(Data provided)
┏━━

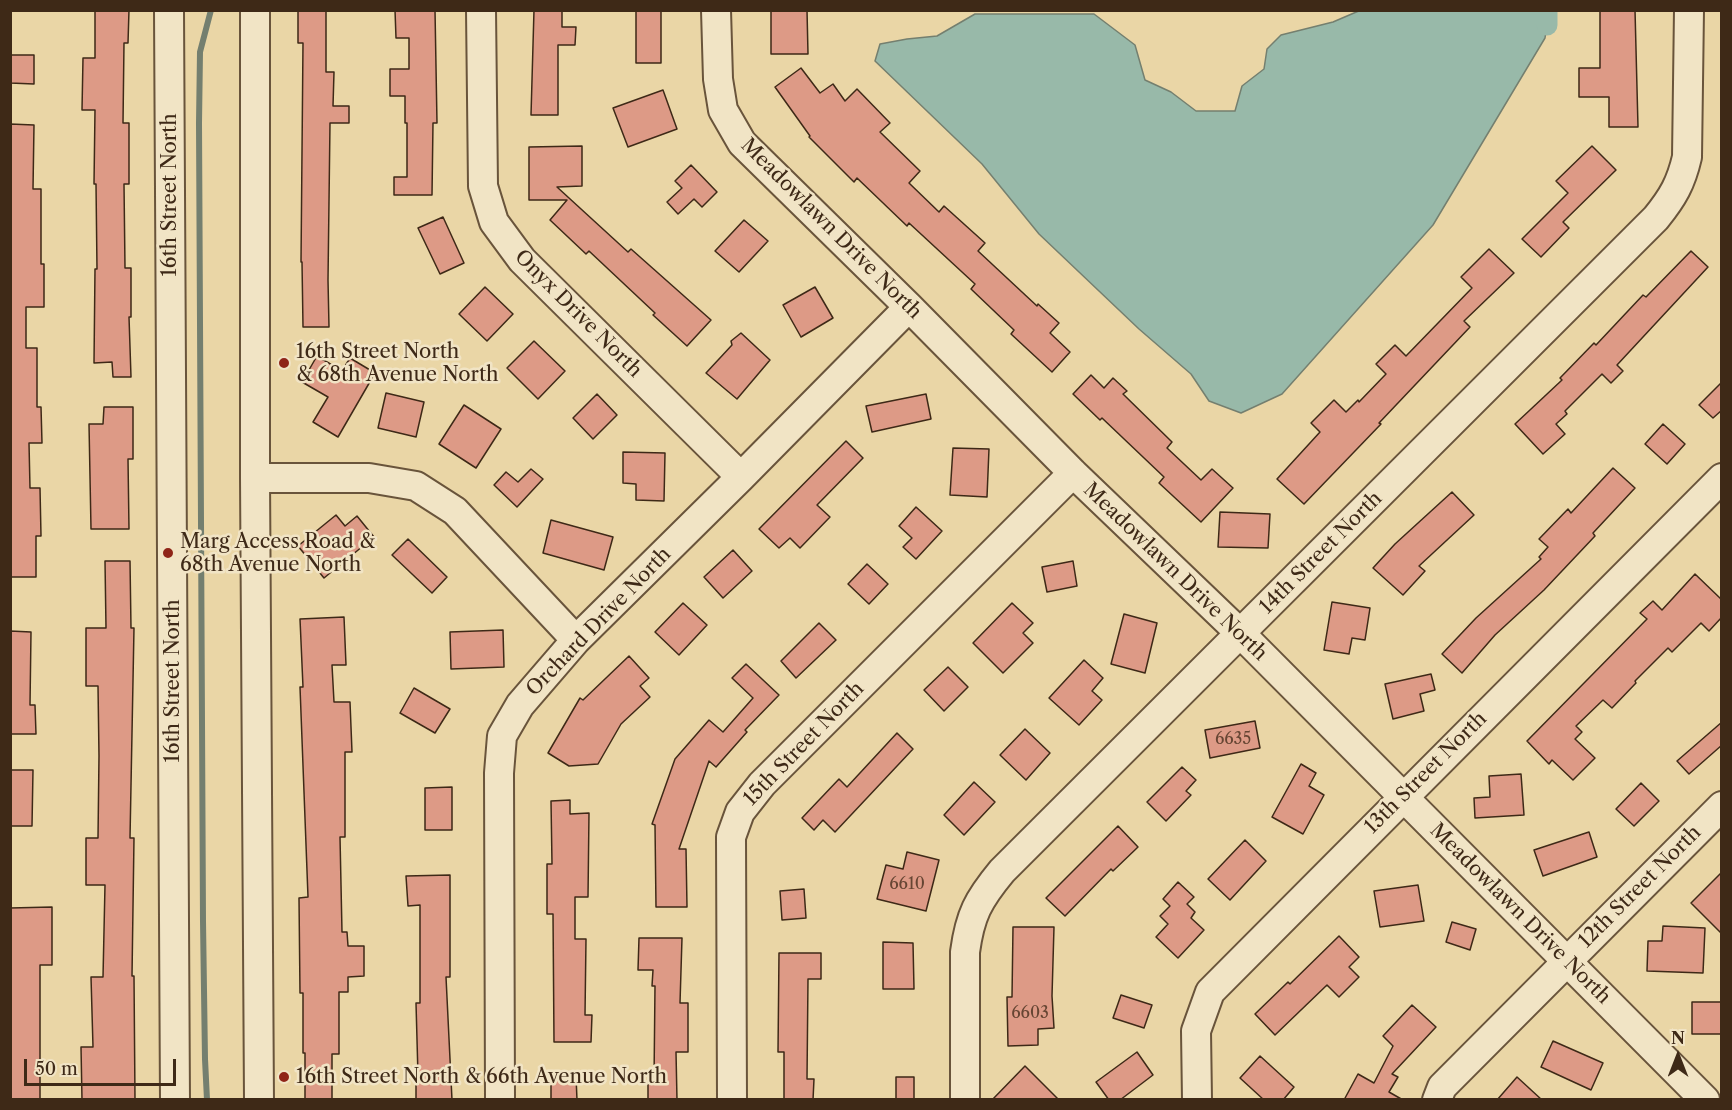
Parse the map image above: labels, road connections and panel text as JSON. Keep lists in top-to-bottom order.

┗━━
┏━━

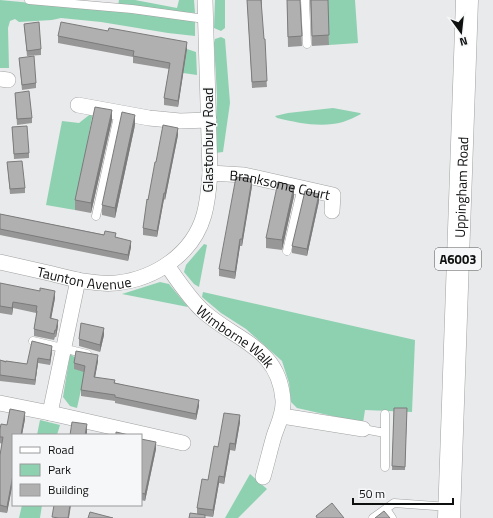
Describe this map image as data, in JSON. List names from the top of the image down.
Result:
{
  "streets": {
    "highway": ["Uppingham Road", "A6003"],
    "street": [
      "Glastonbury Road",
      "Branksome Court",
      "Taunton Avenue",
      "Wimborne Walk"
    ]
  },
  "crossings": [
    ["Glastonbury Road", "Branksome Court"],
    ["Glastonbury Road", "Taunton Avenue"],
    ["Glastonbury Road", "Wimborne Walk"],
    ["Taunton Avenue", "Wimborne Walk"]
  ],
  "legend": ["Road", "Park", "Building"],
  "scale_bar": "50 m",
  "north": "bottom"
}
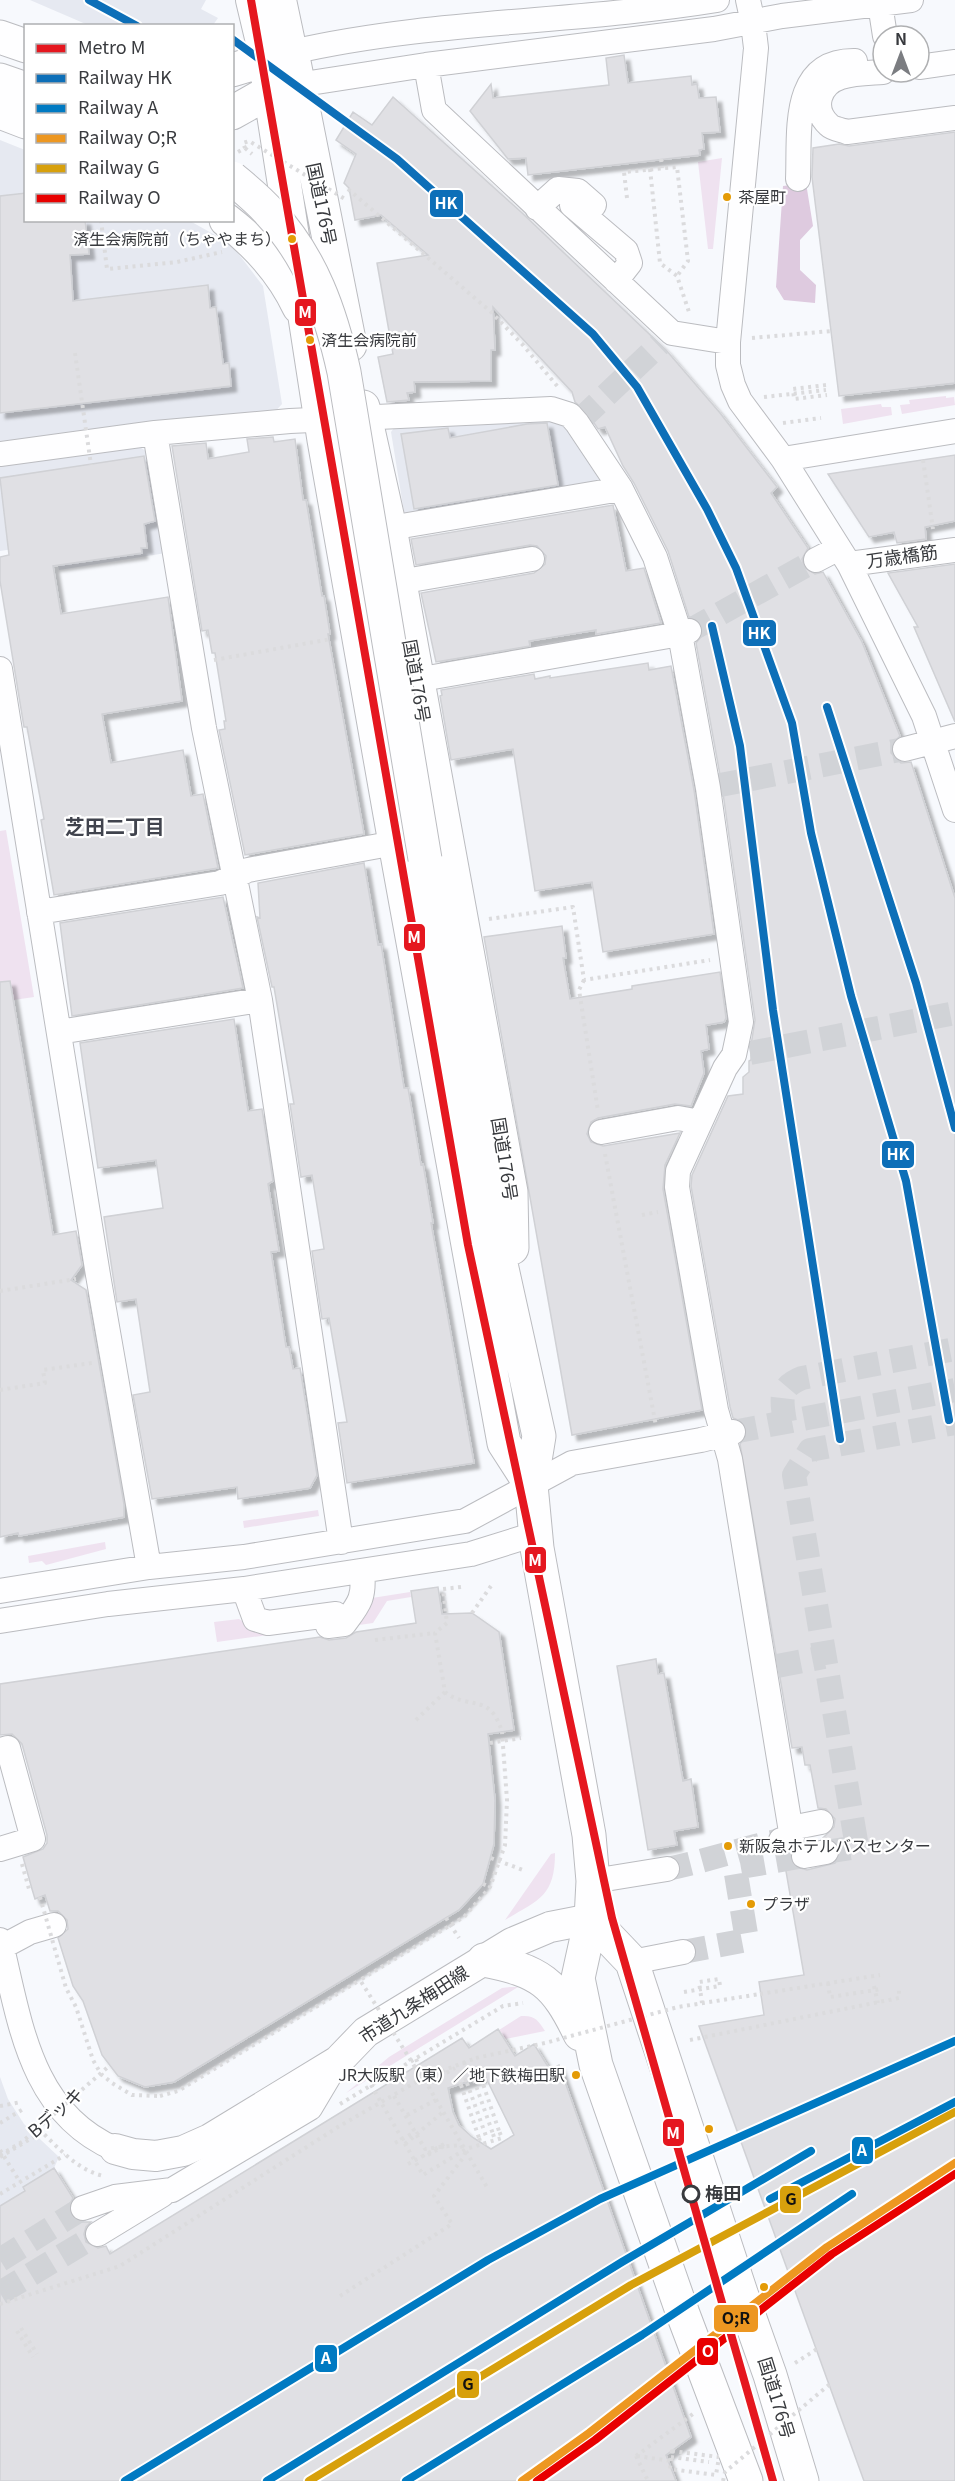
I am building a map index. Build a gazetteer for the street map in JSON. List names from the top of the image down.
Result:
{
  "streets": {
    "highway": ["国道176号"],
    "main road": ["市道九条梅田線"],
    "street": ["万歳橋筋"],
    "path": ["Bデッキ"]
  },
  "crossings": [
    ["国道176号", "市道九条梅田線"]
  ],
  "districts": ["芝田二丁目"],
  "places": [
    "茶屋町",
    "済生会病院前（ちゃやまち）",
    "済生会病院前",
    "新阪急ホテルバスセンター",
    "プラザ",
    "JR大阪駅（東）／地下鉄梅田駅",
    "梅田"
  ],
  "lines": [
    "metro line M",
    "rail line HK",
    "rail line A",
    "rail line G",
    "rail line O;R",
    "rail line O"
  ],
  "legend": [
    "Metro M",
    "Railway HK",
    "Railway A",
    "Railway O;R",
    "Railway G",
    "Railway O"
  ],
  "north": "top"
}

┗━━

(Task description) Above are the records. Identify each line that contains the word "from".

(Reply to the exercise)
Describe this map image as data, in JSON. List names from the top of the image down.
I am building a map index. Build a gazetteer for the street map in JSON. List names from the top of the image down.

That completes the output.